**EXERCISE**. What lines in the entries below contain the word "stream"? Copy all of them.
*** DATA TO EXAMINE ***
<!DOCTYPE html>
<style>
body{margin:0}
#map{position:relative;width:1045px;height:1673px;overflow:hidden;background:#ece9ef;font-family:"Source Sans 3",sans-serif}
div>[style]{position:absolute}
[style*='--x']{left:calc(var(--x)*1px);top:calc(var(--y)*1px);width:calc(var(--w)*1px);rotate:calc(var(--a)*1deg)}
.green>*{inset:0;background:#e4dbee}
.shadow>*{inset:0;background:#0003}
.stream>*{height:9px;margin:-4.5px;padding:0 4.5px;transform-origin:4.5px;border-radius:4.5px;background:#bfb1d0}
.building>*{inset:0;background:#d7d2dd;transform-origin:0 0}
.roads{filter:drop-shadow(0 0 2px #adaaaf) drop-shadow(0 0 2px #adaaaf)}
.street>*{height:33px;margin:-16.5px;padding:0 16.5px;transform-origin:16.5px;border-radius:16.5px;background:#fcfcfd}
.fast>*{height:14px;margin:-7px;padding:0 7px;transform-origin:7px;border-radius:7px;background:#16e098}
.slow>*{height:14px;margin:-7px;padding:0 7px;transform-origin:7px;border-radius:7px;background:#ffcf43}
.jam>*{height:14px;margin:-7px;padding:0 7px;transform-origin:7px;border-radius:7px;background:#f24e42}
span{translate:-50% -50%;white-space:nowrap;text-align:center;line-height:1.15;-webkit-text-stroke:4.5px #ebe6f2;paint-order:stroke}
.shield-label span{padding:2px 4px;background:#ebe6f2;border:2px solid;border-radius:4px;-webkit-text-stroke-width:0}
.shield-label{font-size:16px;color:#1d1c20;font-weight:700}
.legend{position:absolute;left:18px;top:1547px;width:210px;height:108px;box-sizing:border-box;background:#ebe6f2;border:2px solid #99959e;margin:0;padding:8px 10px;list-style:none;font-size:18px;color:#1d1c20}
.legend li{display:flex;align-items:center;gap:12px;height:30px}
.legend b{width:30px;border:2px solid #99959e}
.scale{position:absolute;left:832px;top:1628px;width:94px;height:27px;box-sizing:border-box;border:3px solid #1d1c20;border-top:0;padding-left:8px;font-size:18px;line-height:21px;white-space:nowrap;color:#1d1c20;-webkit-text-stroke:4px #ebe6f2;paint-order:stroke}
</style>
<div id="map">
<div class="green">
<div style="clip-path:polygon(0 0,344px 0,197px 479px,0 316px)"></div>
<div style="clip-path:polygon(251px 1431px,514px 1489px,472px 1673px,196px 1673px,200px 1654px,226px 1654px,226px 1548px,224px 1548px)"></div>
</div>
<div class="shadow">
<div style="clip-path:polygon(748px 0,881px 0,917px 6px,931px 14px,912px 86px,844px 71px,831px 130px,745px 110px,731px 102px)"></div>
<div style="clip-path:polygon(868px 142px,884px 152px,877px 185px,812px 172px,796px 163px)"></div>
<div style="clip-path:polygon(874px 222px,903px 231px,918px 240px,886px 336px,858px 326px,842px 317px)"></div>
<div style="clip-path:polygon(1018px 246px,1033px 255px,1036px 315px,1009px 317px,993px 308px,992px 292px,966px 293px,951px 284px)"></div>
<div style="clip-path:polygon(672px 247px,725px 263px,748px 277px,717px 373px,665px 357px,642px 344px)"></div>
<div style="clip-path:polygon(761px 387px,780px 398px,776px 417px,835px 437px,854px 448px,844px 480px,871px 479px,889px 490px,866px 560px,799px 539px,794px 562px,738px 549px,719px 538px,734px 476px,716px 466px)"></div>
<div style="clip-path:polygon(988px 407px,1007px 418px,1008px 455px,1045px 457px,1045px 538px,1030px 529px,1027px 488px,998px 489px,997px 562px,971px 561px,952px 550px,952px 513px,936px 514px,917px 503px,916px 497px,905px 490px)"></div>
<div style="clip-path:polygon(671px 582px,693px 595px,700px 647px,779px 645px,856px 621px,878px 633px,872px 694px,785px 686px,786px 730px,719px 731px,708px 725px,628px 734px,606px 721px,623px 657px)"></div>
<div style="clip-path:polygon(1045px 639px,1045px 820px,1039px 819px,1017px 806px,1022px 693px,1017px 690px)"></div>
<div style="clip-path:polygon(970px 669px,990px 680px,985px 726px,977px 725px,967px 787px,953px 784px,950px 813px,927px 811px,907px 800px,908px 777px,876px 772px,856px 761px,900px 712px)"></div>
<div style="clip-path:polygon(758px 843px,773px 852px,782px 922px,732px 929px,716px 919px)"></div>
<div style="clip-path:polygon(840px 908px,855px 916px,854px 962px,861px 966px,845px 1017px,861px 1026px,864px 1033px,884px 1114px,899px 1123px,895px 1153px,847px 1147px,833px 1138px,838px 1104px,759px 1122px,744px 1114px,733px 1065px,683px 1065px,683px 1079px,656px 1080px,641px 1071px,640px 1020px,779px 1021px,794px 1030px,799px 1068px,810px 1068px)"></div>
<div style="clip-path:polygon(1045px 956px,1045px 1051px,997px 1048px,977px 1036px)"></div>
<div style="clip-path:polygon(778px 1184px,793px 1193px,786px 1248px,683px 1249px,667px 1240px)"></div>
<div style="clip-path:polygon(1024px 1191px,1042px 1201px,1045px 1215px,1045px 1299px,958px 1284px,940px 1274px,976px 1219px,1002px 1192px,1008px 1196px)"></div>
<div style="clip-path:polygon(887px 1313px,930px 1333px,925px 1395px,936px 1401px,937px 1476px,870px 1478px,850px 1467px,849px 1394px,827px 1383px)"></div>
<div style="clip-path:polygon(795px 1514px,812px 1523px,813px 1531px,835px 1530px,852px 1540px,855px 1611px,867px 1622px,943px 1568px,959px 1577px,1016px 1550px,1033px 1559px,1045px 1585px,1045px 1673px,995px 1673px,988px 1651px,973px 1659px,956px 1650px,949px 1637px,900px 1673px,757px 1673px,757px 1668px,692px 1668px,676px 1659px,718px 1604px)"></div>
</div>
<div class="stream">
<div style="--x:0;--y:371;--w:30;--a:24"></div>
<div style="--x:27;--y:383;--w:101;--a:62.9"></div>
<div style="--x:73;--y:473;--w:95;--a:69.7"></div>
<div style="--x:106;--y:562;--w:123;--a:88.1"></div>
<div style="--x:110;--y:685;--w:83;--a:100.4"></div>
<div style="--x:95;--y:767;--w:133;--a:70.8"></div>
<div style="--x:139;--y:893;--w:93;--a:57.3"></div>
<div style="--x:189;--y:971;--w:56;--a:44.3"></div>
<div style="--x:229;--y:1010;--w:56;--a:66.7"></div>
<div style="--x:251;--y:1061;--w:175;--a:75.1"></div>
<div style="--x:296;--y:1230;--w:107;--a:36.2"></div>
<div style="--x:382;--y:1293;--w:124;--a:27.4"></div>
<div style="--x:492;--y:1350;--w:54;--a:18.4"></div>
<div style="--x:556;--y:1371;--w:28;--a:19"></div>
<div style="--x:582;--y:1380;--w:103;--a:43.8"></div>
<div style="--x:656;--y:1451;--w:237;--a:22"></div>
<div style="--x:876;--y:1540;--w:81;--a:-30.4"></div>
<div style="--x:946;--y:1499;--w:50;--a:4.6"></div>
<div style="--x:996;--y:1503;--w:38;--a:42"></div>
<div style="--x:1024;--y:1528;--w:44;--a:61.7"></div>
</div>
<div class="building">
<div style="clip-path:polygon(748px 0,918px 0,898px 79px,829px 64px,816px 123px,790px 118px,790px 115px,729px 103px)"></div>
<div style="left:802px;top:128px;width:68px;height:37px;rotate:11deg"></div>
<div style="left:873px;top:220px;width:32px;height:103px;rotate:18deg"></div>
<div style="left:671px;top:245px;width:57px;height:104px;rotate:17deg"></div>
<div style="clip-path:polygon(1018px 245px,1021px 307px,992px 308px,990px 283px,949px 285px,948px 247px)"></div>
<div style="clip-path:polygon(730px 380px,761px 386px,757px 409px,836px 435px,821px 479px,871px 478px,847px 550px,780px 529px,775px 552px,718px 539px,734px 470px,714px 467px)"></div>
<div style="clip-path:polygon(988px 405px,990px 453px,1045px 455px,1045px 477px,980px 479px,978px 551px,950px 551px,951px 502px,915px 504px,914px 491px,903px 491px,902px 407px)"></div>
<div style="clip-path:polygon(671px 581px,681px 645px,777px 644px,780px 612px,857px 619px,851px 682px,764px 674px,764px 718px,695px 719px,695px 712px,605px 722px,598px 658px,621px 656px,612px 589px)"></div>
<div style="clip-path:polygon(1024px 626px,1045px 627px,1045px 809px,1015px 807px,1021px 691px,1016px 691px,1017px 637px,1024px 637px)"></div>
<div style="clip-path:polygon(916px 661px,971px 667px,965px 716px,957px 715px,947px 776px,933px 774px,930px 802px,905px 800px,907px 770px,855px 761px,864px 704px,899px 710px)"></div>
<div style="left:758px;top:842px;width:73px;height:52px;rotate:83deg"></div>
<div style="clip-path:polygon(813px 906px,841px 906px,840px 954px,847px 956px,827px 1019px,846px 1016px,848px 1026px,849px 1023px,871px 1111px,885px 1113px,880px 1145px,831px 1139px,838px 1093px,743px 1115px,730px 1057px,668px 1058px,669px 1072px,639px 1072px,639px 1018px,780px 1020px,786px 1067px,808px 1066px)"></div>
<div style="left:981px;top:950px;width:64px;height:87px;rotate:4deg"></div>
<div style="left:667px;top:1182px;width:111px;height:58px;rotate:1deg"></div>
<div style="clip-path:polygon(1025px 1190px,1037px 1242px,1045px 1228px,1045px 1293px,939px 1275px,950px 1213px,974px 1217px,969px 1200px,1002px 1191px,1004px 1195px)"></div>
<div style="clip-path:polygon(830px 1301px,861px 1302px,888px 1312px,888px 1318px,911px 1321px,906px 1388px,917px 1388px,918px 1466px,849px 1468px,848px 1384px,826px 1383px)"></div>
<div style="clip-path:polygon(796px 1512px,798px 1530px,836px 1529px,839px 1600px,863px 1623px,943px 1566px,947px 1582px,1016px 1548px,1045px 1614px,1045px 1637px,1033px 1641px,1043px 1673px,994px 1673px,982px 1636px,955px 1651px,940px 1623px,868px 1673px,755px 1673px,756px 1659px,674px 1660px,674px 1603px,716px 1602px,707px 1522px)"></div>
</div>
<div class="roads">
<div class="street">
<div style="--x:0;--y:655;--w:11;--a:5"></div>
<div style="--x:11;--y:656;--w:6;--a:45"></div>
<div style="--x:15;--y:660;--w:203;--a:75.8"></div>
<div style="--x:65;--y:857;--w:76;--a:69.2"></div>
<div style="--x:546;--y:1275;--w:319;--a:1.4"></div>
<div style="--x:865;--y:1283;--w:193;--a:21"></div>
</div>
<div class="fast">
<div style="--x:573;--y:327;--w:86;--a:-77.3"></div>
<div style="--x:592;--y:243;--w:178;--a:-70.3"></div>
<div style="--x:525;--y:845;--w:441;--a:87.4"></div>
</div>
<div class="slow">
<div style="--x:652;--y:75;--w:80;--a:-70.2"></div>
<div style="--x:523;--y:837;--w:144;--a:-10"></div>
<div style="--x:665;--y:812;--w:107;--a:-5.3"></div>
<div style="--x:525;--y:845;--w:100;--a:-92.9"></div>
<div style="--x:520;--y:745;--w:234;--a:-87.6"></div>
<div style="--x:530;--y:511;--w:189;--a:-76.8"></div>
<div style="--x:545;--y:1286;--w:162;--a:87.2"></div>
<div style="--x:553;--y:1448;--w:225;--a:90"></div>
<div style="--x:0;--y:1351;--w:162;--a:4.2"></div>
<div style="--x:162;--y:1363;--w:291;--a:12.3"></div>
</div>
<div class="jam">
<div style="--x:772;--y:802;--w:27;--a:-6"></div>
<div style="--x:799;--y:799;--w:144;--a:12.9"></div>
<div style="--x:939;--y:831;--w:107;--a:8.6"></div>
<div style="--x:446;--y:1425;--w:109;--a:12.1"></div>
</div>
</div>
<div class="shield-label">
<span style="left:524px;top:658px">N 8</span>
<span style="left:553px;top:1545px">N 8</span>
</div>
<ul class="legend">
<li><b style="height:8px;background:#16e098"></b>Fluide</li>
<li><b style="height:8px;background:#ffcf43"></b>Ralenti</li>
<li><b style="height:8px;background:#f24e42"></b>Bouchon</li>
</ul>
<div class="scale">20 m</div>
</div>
***
**RESULT BELOW**.
.stream>*{height:9px;margin:-4.5px;padding:0 4.5px;transform-origin:4.5px;border-radius:4.5px;background:#bfb1d0}
<div class="stream">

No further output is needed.